*** Given records Section Begins ***

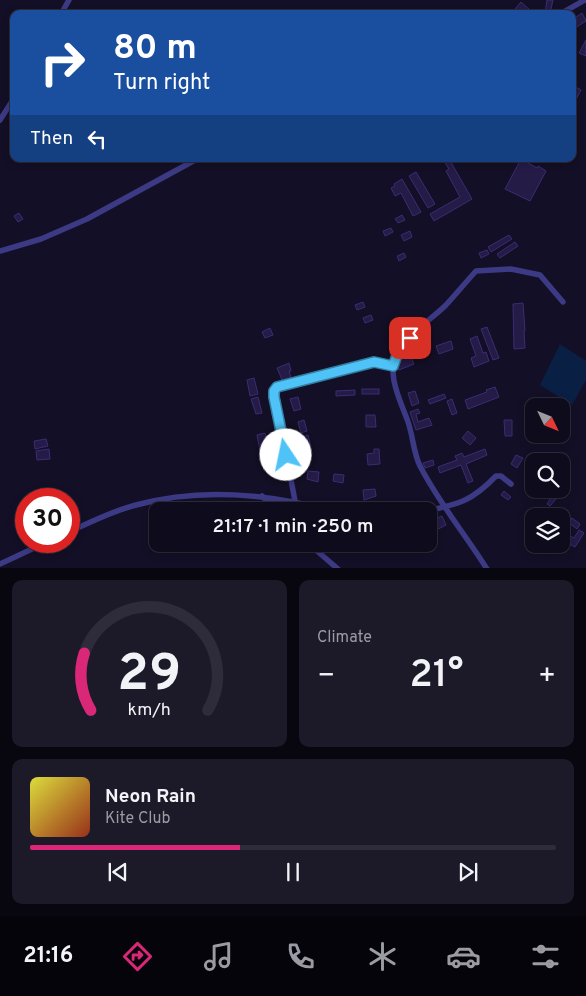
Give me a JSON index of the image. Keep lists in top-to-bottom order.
{
  "north": "bottom right",
  "page": {
    "turn": ["80 m", "Turn right"],
    "then": "Then",
    "limit": "30",
    "trip": "21:17 · 1 min · 250 m",
    "tile": "Climate",
    "heat": ["−", "21°", "+"],
    "song": ["Neon Rain", "Kite Club"],
    "tabs": "21:16",
    "gauge": ["29", "km/h"]
  }
}
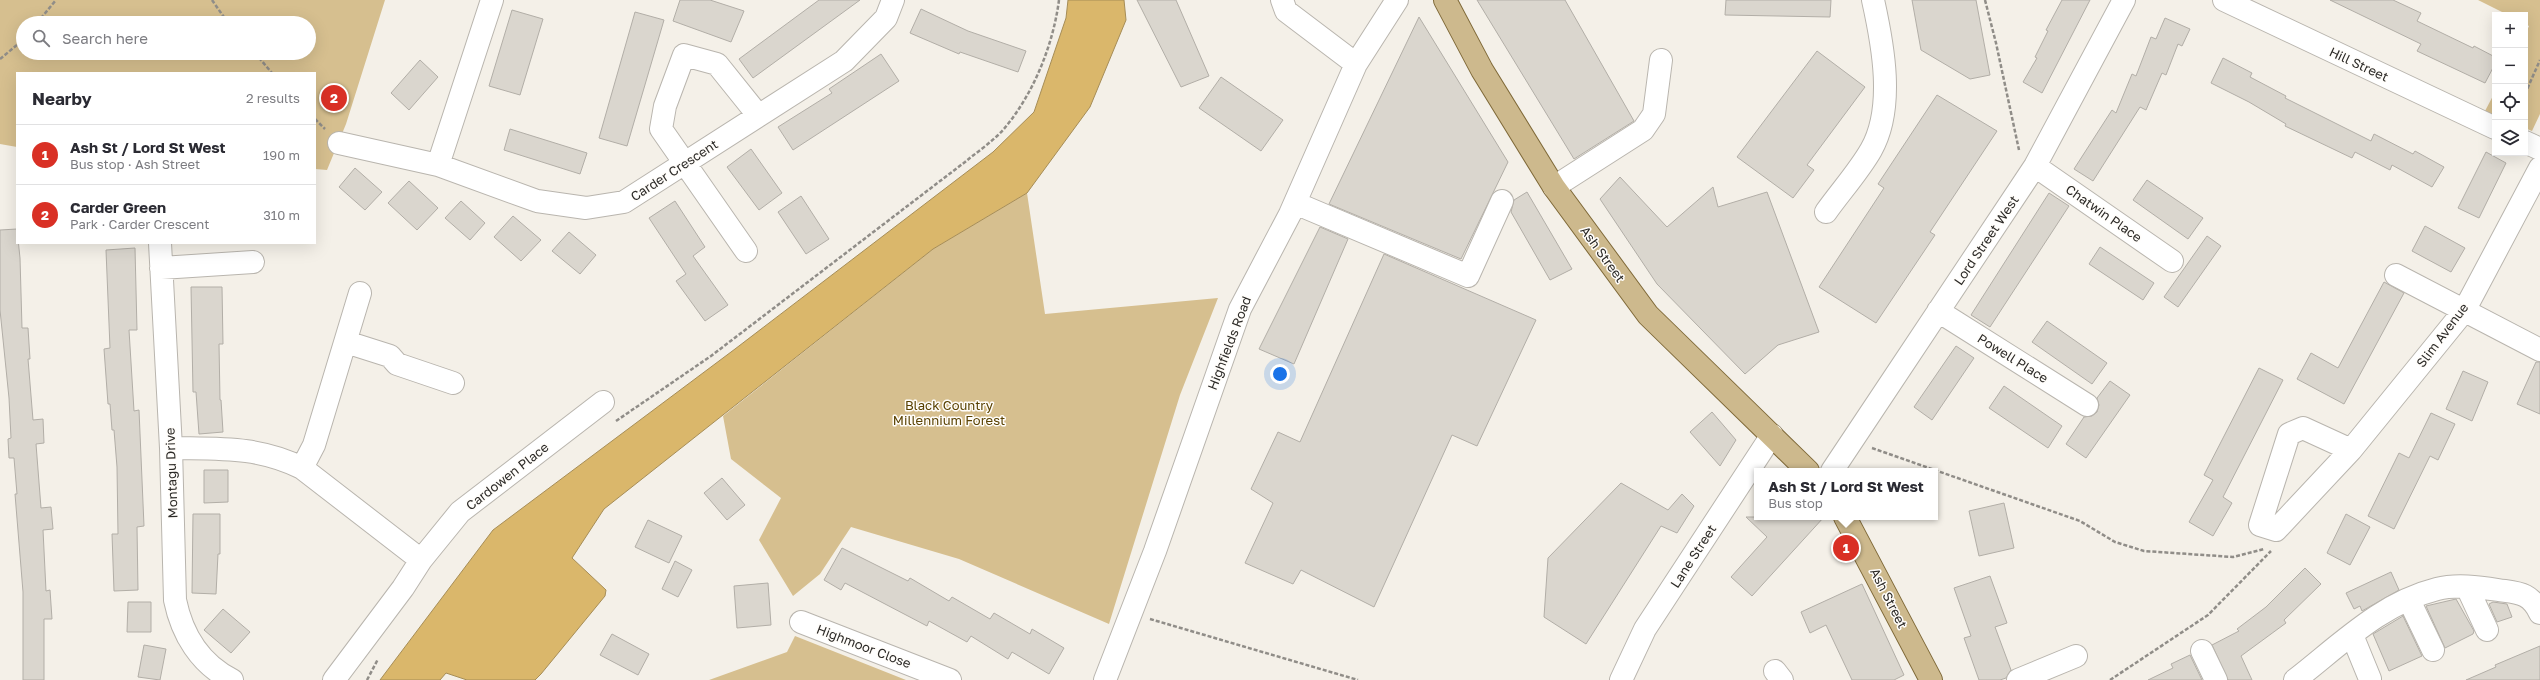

*** Given records Section Ends ***

● Work request: The entries are to be printed exactly as written; the pictures are to be left out.

● Answer area:
Give me a JSON index of the image. Keep lists in top-to-bottom order.
{
  "north": "bottom right",
  "page": {
    "turn": ["80 m", "Turn right"],
    "then": "Then",
    "limit": "30",
    "trip": "21:17 · 1 min · 250 m",
    "tile": "Climate",
    "heat": ["−", "21°", "+"],
    "song": ["Neon Rain", "Kite Club"],
    "tabs": "21:16",
    "gauge": ["29", "km/h"]
  }
}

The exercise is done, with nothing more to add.